Il nuovo “sasso nello stagno” si chiama SpectreNet ed è una nuova variante della tecnica di attacco che sfrutta il sistema di esecuzione speculativa utilizzato dai processori per accelerare i calcoli necessari per l’esecuzione delle operazioni.
Fino a oggi, Spectre era considerata una minaccia relativamente grave. Il principio su cui si basa, infatti, prevede la possibilità di interrogare la cache ed estrarre informazioni che non dovrebbero altrimenti essere accessibili.
Anche se si tratta di un problema rognoso, quindi, per sfruttarlo un pirata informatico dovrebbe in ogni caso eseguire del codice sul computer preso di mira.
In altre parole, un attacco basato su Spectre si “limita” a rendere più efficace l’azione di un malware che comunque è stato installato sul computer. L’unica ipotesi in cui l’attacco avrebbe potuto fare danni senza un’infezione precedente riguarda il caso dei JavaScript, la cui esecuzione avrebbe potuto essere indotta attraverso il browser.

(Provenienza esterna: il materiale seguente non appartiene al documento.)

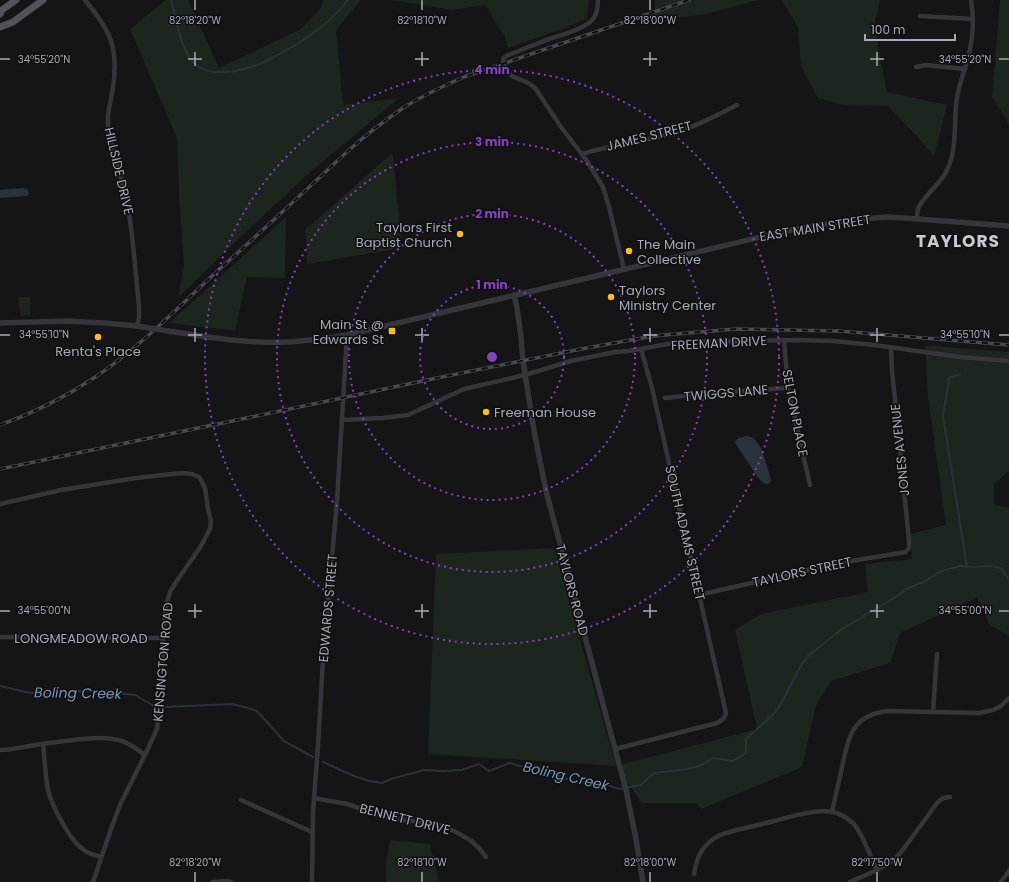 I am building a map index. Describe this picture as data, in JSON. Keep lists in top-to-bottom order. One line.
{"streets":{"street":["JAMES STREET","HILLSIDE DRIVE","EAST MAIN STREET","FREEMAN DRIVE","TWIGGS LANE","SELTON PLACE","JONES AVENUE","SOUTH ADAMS STREET","TAYLORS STREET","TAYLORS ROAD","EDWARDS STREET","LONGMEADOW ROAD","KENSINGTON ROAD","BENNETT DRIVE"]},"crossings":[["HILLSIDE DRIVE","EAST MAIN STREET"],["EAST MAIN STREET","TAYLORS ROAD"],["EAST MAIN STREET","EDWARDS STREET"],["FREEMAN DRIVE","SELTON PLACE"],["FREEMAN DRIVE","JONES AVENUE"],["FREEMAN DRIVE","SOUTH ADAMS STREET"],["FREEMAN DRIVE","TAYLORS ROAD"],["FREEMAN DRIVE","EDWARDS STREET"],["TWIGGS LANE","SELTON PLACE"],["JONES AVENUE","TAYLORS STREET"],["SOUTH ADAMS STREET","TAYLORS STREET"],["SOUTH ADAMS STREET","TAYLORS ROAD"],["EDWARDS STREET","BENNETT DRIVE"],["LONGMEADOW ROAD","KENSINGTON ROAD"]],"districts":["TAYLORS"],"water":["Boling Creek"],"places":{"other":["Taylors First Baptist Church","The Main Collective","Taylors Ministry Center","Renta's Place","Freeman House"],"transit":["Main St @ Edwards St"]},"scale_bar":"100 m","coordinates":["82°18'20\"W","82°18'10\"W","82°18'00\"W","34°55'20\"N","34°55'10\"N","34°55'00\"N","82°17'50\"W"],"rings":["4 min","3 min","2 min","1 min"]}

Non è un caso che la prima reazione da parte degli esperti di sicurezza si sia concentrata proprio sui browser, introducendo una serie di aggiornamenti e modifiche che hanno sbarrato la strada a questo tipo di attacco.
Con SpectreNet le cose cambiano. La nuova variante dell’attacco utilizza infatti lo stesso principio, ma attraverso un sistema che “interroga” il computer attraverso la rete.
La scoperta si deve ai ricercatori della Graz University of Technology, cioè gli stessi che all’inizio dell’anno avevano realizzato la ricerca su Spectre e Meltdown.
La loro nuova ricerca (consultabile a questo indirizzo) risale in realtà allo scorso marzo, ma i ricercatori hanno concordato con Intel di ritardarne la pubblicazione alla fine di luglio per dare modo all’azienda di lavorare su possibili contromisure.
Quello che è certo, è che l’attacco è molto più “impegnativo” di quanto sia quello illustrato in passato (o le sue numerose varianti) a causa, principalmente, del fatto che le comunicazioni via rete non consentono di ottenere informazioni con la stessa rapidità garantita dall’esecuzione di codice sulla macchina stessa.
Per parlare di numeri, la tecnica descritta di ricercatori consentirebbe di sottrarre tra i 15 e i 60 bit ogni ora. Un flusso di dati (più un rivolo di dati) decisamente ridotto, ma in ogni caso significativo.
Il vero problema è che l’uso di una tecnica simile in remoto (i ricercatori sostengono di averla testata sia in una rete locale, sia tra macchine virtuali nella Google Cloud) apre scenari completamente nuovi.
Fortunatamente, i ricercatori (e la stessa Intel) sottolineano che gli aggiornamenti a livello di firmware e di sistema operativo introdotti in questi mesi per mitigare questo tipo di attacchi dovrebbero essere efficaci anche nei confronti del nuovo SpectreNet. Resta da vedere, ovviamente, quante persone li abbiano effettivamente installati.